Bernard Kouchner - global citizen of the month

As the man-made Burma crisis enters its third week, only three nations possess large, well-equipped naval vessels positioned where they can bring urgently needed assistance to some two million cyclone victims of the Irrawaddy Delta region at a moment's notice. These three countries are the US, Britain, and France.

The first country, Britain is reluctant to move in due to some kind of post-imperialist complex. The second, the US, cannot think straight because everything looks like another Iraq. This leaves France.

Although the task of bringing humanitarian relief to Burma may be too large for France alone, it will be up to France to take the lead, to convince the US and Britain to bring assistance to Burmese victims. And France might well have to lead by example.

It's hard to escape the conclusion that the last best hope for hundreds of thousands of Burmese cyclone survivors is the Foreign Minister of France, Bernard Kouchner. The BBC has a profile on this heroic figure, co-founder of the world's most widely respected humanitarian relief organization:
A doctor by training, he co-founded the Nobel prize-winning Medecins Sans Frontieres (Doctors Without Borders) in 1971 to put his beliefs into action, after working as a young doctor for the Red Cross in Biafra in 1968 during Nigeria's civil war.

Seeing children there starve to death fired in him a lifetime's commitment to the cause of preventing humanitarian crises and bearing witness.

By creating MSF, "we were establishing the moral right to interfere inside someone else's country", he once told an interviewer.

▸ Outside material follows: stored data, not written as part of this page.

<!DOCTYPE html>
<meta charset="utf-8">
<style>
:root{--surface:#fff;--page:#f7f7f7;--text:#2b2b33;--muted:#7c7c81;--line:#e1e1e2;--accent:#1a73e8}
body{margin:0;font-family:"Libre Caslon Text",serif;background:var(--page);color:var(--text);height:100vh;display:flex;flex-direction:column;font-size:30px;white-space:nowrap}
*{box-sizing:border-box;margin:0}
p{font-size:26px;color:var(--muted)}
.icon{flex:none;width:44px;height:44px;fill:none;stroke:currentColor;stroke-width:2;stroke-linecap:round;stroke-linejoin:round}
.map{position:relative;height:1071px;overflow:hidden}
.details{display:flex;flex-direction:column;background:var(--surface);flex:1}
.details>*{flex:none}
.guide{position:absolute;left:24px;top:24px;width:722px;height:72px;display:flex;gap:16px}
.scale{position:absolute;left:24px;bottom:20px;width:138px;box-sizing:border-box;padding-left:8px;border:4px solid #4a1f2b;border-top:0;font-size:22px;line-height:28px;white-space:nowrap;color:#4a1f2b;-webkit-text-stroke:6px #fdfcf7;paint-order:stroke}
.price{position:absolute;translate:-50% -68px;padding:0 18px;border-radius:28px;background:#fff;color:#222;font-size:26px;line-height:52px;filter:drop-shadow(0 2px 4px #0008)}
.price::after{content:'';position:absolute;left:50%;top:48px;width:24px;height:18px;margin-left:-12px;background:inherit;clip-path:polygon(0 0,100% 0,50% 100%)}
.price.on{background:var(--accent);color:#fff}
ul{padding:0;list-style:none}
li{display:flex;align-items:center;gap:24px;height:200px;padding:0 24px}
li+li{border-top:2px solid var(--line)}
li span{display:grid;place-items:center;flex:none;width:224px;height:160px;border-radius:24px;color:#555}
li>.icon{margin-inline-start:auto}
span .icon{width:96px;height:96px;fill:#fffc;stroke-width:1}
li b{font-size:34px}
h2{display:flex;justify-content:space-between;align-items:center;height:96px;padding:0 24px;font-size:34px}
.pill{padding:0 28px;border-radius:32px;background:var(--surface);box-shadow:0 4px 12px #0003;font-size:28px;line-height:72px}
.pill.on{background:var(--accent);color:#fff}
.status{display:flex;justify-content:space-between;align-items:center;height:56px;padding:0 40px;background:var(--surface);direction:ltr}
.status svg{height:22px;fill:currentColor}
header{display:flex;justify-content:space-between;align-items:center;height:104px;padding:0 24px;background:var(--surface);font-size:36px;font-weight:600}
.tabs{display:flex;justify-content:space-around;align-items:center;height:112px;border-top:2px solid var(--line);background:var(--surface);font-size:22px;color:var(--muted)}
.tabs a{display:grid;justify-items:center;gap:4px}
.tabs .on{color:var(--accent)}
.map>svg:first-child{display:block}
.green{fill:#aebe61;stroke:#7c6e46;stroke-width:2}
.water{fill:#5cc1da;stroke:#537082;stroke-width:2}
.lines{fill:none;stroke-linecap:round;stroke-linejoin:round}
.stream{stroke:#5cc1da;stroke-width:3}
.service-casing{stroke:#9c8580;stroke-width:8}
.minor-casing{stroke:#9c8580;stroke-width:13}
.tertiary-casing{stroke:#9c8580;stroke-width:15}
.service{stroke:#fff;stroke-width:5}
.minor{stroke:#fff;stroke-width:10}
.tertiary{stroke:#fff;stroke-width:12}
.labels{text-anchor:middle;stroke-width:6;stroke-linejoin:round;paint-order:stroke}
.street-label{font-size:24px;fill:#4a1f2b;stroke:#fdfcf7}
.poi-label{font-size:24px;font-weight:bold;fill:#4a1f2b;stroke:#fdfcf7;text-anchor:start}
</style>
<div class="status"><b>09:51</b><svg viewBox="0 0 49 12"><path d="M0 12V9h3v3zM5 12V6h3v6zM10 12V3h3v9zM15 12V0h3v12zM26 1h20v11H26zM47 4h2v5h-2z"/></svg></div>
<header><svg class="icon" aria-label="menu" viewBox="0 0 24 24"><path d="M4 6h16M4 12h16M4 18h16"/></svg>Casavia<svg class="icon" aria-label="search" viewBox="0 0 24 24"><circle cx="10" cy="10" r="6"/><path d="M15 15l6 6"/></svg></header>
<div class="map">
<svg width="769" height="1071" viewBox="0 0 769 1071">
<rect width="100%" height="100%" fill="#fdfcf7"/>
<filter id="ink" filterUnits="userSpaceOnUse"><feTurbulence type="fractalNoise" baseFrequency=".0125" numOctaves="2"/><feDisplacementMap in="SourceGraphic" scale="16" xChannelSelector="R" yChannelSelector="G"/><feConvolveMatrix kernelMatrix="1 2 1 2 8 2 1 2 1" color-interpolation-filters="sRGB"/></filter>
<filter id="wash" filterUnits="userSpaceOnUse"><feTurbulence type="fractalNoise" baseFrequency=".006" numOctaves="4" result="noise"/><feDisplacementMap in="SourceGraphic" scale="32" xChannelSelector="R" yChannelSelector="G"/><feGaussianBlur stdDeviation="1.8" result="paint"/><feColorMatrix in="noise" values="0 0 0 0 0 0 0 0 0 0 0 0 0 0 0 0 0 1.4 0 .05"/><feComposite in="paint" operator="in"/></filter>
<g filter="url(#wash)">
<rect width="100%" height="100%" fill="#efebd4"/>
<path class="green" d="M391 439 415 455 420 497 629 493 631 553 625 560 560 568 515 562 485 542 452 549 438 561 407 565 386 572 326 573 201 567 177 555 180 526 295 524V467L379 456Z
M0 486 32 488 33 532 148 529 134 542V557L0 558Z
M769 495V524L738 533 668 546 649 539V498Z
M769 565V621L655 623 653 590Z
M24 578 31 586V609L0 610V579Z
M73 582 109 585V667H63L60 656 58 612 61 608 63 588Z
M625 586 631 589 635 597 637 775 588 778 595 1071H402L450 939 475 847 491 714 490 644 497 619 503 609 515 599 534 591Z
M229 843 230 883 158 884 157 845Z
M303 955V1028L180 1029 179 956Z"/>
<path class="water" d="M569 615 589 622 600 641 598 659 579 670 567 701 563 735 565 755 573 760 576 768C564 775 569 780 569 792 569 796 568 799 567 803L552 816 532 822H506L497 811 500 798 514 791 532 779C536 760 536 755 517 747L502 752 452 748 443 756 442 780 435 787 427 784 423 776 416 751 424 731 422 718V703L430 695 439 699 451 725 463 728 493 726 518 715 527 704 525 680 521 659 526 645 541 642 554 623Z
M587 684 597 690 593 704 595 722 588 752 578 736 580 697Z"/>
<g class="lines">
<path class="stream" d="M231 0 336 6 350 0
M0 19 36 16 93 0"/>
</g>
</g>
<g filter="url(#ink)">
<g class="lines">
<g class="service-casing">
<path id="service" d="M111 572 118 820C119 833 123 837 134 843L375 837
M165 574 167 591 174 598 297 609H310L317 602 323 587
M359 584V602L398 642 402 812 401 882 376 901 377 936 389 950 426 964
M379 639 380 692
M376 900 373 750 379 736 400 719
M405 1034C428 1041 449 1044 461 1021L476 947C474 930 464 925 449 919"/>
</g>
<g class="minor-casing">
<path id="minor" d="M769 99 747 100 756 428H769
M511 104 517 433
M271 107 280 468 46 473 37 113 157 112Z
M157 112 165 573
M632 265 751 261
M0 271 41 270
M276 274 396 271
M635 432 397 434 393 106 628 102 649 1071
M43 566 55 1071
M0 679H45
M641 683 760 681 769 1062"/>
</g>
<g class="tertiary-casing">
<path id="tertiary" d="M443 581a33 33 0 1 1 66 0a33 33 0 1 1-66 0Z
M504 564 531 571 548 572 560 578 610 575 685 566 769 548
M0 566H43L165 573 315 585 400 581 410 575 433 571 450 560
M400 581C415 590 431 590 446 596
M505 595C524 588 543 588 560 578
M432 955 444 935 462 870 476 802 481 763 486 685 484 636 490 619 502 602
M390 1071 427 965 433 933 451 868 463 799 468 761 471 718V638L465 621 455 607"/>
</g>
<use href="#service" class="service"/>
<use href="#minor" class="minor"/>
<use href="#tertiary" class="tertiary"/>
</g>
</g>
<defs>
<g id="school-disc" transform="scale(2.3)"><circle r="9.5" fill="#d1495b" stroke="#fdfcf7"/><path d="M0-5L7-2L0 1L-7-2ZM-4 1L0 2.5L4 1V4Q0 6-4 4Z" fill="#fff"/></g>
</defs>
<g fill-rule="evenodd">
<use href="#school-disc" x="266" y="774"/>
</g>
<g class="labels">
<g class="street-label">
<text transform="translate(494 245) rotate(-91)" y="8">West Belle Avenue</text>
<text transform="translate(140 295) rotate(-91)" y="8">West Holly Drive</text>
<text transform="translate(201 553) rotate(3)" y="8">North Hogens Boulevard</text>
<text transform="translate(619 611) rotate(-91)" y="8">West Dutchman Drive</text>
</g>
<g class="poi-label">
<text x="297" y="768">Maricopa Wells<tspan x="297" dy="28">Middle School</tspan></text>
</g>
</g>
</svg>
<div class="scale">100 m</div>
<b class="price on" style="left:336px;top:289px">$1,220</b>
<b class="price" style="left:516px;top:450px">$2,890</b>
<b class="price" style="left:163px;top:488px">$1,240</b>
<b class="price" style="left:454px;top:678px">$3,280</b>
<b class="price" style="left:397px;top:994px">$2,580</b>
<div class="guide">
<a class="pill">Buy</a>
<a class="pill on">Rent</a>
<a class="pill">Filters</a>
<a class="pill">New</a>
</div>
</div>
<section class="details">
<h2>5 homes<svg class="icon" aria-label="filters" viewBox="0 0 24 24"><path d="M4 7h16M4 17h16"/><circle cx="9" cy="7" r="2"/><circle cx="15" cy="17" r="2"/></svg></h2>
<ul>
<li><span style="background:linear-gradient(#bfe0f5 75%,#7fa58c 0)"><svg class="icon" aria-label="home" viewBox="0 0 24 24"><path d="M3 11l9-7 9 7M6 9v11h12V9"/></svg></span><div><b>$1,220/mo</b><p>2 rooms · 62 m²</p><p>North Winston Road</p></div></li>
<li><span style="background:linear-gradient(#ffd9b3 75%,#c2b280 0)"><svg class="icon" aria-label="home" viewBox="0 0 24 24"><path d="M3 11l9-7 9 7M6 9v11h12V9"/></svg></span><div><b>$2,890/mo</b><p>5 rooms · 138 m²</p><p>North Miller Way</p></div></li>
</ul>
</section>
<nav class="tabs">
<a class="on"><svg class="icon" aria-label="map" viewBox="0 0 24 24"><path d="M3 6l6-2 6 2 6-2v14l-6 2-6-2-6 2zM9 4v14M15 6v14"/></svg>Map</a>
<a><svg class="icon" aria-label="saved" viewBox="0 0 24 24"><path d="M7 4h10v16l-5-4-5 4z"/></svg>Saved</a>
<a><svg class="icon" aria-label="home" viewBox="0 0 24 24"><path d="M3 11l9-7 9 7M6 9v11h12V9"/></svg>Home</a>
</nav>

In 2004, Time Magazine published a profile of Kouchner by philosopher and political essayist Andre Glucksmann, who wrote:
No pacifist consensus. Forget pleasant sentiments. This humanitarian breaks taboos and reveals matters that render us sleepless. Faced with the globalized inhumanity that is burning the 21st century, Kouchner is introducing a new humanism without geographical or political borders. He does it not to open the gates of paradise, but to bolt the gates of hell.
I noted in a recent post: "On Saturday France moved one very impressive piece of rescue equipment offshore the Irrawaddy Delta. . . ." We may be witnessing the finest hour in the long and distinguished career of a most distinguished global citizen.